Task → Extract all lines in the data that contain the word "margin".

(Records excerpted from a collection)
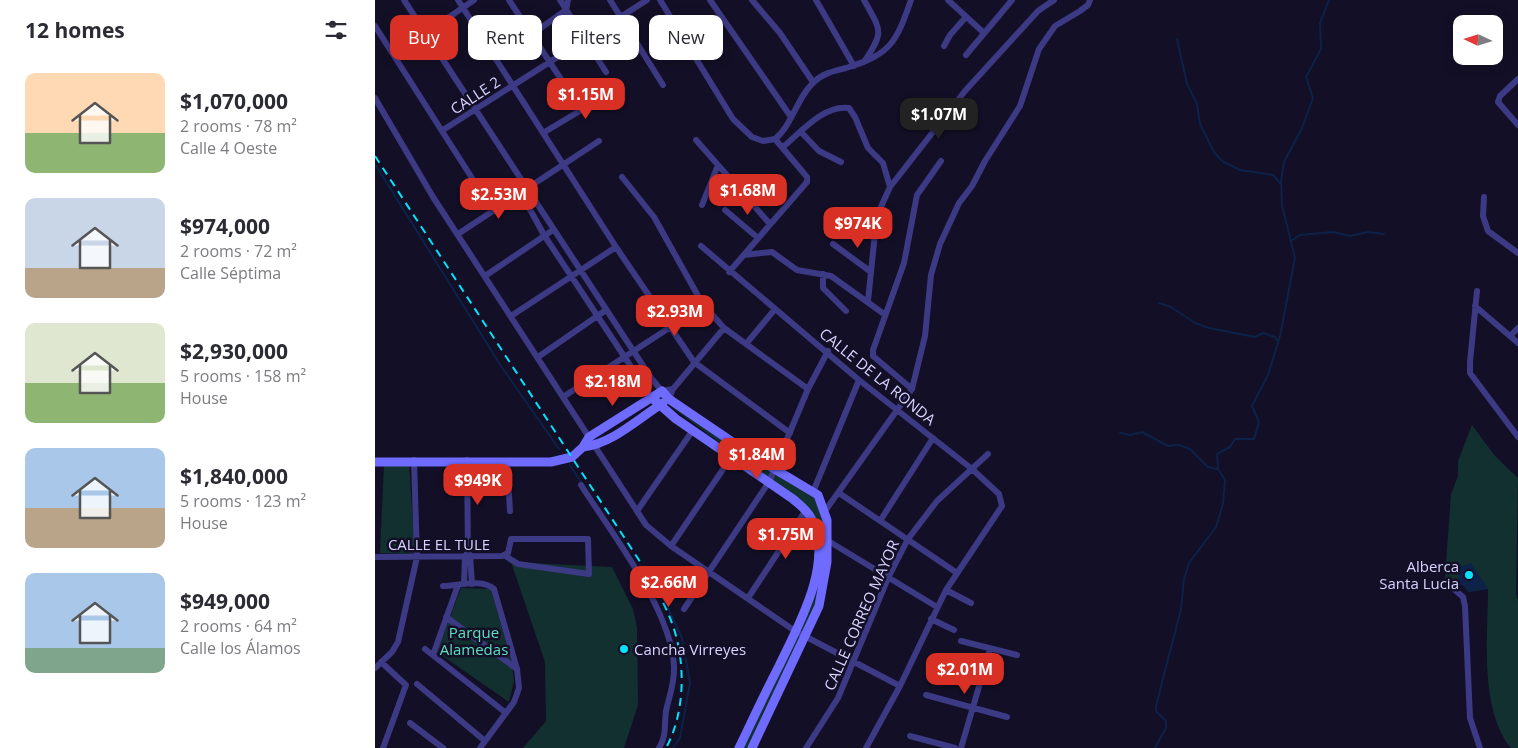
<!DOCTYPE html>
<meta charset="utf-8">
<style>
:root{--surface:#fff;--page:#f7f7f7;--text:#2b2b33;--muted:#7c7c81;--accent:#d93025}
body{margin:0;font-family:"Open Sans",sans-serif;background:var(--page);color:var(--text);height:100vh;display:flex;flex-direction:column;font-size:19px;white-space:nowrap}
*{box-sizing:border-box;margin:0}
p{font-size:16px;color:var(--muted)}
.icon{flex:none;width:28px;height:28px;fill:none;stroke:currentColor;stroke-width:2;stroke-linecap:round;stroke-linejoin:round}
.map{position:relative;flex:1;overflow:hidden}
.sheet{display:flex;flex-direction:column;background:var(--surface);width:375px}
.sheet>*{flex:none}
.hud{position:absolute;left:15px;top:15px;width:475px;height:45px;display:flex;gap:10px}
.needle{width:32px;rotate:274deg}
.fabs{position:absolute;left:1078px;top:15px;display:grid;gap:10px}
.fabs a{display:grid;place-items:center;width:50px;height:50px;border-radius:10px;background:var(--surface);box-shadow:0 2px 12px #0003;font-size:25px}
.price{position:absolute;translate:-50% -42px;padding:0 11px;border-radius:10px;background:var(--accent);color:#fff;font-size:16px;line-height:32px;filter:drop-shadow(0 1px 2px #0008)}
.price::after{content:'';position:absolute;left:50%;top:30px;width:15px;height:11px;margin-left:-8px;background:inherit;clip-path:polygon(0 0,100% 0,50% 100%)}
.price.current{background:#222;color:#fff}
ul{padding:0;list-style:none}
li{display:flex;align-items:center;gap:15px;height:125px;padding:0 25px}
li span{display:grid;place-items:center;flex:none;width:140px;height:100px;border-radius:10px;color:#555}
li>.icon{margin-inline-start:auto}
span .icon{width:60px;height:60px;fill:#fffc;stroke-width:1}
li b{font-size:21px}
h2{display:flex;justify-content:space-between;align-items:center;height:60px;padding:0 25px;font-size:21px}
.chip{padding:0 18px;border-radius:10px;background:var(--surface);box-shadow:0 2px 12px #0003;font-size:18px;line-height:45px}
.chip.current{background:var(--accent);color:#fff}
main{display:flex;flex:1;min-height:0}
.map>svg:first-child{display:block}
</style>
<main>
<section class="sheet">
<h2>12 homes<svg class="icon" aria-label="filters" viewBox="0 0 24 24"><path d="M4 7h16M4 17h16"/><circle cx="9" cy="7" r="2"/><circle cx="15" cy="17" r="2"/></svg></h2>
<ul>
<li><span style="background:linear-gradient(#ffd9b3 60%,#8fb573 0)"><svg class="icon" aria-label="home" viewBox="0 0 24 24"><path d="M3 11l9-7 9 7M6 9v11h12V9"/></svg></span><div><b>$1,070,000</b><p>2 rooms · 78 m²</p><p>Calle 4 Oeste</p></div></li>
<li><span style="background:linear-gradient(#c9d6e8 70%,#b9a48a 0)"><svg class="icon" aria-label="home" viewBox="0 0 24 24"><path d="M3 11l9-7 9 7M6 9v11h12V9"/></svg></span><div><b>$974,000</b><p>2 rooms · 72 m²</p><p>Calle Séptima</p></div></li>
<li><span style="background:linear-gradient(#dfe7d0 60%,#8fb573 0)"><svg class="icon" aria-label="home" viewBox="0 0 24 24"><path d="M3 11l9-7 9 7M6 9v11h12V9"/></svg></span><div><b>$2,930,000</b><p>5 rooms · 158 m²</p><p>House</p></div></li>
<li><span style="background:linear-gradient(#a9c7e8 60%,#b9a48a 0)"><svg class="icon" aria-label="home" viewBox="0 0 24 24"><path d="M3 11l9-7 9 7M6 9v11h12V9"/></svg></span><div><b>$1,840,000</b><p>5 rooms · 123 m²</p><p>House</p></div></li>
<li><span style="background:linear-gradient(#a9c7e8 75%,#7fa58c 0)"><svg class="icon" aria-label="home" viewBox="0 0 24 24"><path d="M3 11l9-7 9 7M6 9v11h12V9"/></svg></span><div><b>$949,000</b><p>2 rooms · 64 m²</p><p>Calle los Álamos</p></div></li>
</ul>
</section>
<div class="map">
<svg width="1143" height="748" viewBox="0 0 1143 748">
<rect width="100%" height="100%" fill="#130f26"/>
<path fill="#12302f" d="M289 392 398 468 445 493 455 560 431 632 422 629 435 603 443 541 431 506 283 397Z
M1097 425 1120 456 1143 478 1141 594 1143 601V748H1136C1104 709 1113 637 1113 589L1093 592 1089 586 1081 583 1069 591 1076 494 1083 476V461Z
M34 463 40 554 5 553 9 465Z
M136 562 237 567 258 609 262 628 263 705 249 748H148L171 721 170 662Z
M86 588 116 589 136 659 139 681 134 702 62 652Z
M421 631 430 634 379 748H365Z"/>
<path fill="#0c2248" d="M1096 563 1113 589 1093 592 1089 586 1084 584V567Z"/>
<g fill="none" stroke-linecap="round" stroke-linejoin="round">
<path stroke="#0c2248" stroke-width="2" d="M802 39 812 84 822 104 825 124 839 152 847 161 865 170 898 175 906 184
M0 164 126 366 184 449
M916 241 925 235 958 232 975 236 993 232 1009 234
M784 303 796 307 820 323 834 328 880 337 888 333 900 337 903 341
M745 433 755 435 767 432 793 446 804 445 815 449 833 467 842 469
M195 465 206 482
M281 583 307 638 315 683 305 738 298 748
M780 748 791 728V721L781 711V706L806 609 809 579 814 563 841 527 848 504 850 480 843 469 842 454 855 447 860 439H879L884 422 877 406 893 375 905 336 920 258 907 205 906 181 909 162 927 128 938 98 931 77 946 49 945 23 954 0"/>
<path stroke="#3d3a85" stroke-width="6" d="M29 0 276 378 287 391 298 389
M83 0 241 247 319 362 415 433
M134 0 197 96
M185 0 231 72
M235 0 288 85
M285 0 358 119 377 137 388 141 400 139 432 177V182L354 272
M335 0 416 117
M377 0 405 33 438 82
M441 0 479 66
M573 0 609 33
M0 26 118 211
M51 33 99 0
M156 35 191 10 193 0
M569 46 575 35 591 17
M591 55 637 0
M489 62C510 31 506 31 489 0
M1143 79 1125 96 1123 102 1143 125
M0 98 58 197 271 525 296 546 420 631 525 686
M68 130 272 0
M426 132 444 151 466 162
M168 133 243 88
M400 139C418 124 422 97 439 82 448 73 460 71 471 68 516 54 521 43 536 0
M321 140 395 224
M408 147C425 133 449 104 474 108L480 117 493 148 508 163 515 187
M247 177 279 217 327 303 349 328 433 389
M145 180 146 193 169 235 276 397
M1109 197 1108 216 1113 231 1143 253
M327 205 343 165
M350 210 383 238
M83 234 224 141
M458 244 496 272
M326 246 484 380 597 469 624 494 627 506 571 590 525 686 491 748
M369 255 397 252 422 270 456 276 509 314
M448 274V288L471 311
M110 276 178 230
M1102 291 1095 362V373L1143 437
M493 301 500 233 505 209 515 187 590 91 663 11 679 0
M1100 306 1143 343
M136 316 241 247
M1135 336 1143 328
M371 344 400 309
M163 357 231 310
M537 389 498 356V350L529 263 542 195 566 161
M188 397 294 328 327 303
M294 399 298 389 349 328
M132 462 135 511
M206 485C237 534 296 609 299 666 300 682 294 697 291 711 289 725 292 735 284 748
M438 492 484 380
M464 493 582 573
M262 511 318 430
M450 511 537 389 550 336 556 275 565 244 584 203 597 186 610 161 645 106 664 49 680 26 705 11 713 5 715 0
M505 521 558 438
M450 539 562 607
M296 546 357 456
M95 555 97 584
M0 557 127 556 133 553 136 539H213L214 574 143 564 129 555
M89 584 90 557 93 552 92 460
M68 586C83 586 107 578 119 589L142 669 144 688 139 702 105 748
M571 590 596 603
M1080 590 1088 597 1090 606 1095 718 1105 748
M373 598 431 510
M309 609 394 482 433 389 453 351
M71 617 142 669
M556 619 579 630
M586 641 642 655
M50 649 131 713
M58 655 83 585
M6 662 31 685 8 748
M0 668 17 652 23 642 42 557 39 460
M568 673 605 681
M42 684 110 741
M551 695 632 717
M35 723 68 748
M535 736 580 748
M431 748 463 698 513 578 533 539 562 501 613 454
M586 748 615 649"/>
<path stroke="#6f6bff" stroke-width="9" d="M276 397 301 419 418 499C425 505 432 510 436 518 460 562 423 626 404 666 390 693 377 721 364 748
M208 447C237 444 264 418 288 403
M0 462H176L197 457 208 447 214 437 287 391 294 399 378 456 443 495 452 520V562L444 606 377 748"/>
<path stroke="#00e5ff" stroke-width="2" stroke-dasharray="8 6" stroke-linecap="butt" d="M0 156 277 580C284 595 293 611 298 626 311 664 310 713 291 748"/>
</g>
<g fill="#00e5ff" stroke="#130f26" stroke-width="2">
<circle cx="1094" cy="575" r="5"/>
<circle cx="249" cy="649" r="5"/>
</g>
<g text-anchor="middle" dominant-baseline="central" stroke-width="5" stroke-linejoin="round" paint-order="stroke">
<g font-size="15" fill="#d9d4ff" stroke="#130f26">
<text transform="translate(100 95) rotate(-33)">CALLE 2</text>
<text transform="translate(503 376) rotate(39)">CALLE DE LA RONDA</text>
<text x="64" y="544">CALLE EL TULE</text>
<text transform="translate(486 615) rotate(-66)">CALLE CORREO MAYOR</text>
</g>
<g font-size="15" fill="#d9d4ff" stroke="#130f26" text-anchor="end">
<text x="1084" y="566">Alberca<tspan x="1084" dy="17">Santa Lucia</tspan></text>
<text x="259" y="649" text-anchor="start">Cancha Virreyes</text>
</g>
<g font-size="15" fill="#5fe0c0" stroke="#130f26">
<text x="99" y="632">Parque<tspan x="99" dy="17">Alamedas</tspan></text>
</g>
</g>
</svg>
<div class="fabs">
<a><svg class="needle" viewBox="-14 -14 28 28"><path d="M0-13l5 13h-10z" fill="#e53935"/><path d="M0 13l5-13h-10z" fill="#7c7c81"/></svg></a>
</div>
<b class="price" style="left:211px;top:120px">$1.15M</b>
<b class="price current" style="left:564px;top:140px">$1.07M</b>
<b class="price" style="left:373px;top:216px">$1.68M</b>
<b class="price" style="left:124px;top:220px">$2.53M</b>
<b class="price" style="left:483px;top:249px">$974K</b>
<b class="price" style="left:300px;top:337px">$2.93M</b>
<b class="price" style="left:238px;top:407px">$2.18M</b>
<b class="price" style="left:382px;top:480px">$1.84M</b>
<b class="price" style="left:103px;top:506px">$949K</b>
<b class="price" style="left:411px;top:560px">$1.75M</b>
<b class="price" style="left:294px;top:608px">$2.66M</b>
<b class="price" style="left:590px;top:695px">$2.01M</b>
<div class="hud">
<a class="chip current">Buy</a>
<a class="chip">Rent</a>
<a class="chip">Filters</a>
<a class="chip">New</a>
</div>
</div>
</main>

Result of this task →
body{margin:0;font-family:"Open Sans",sans-serif;background:var(--page);color:var(--text);height:100vh;display:flex;flex-direction:column;font-size:19px;white-space:nowrap}
*{box-sizing:border-box;margin:0}
.price::after{content:'';position:absolute;left:50%;top:30px;width:15px;height:11px;margin-left:-8px;background:inherit;clip-path:polygon(0 0,100% 0,50% 100%)}
li>.icon{margin-inline-start:auto}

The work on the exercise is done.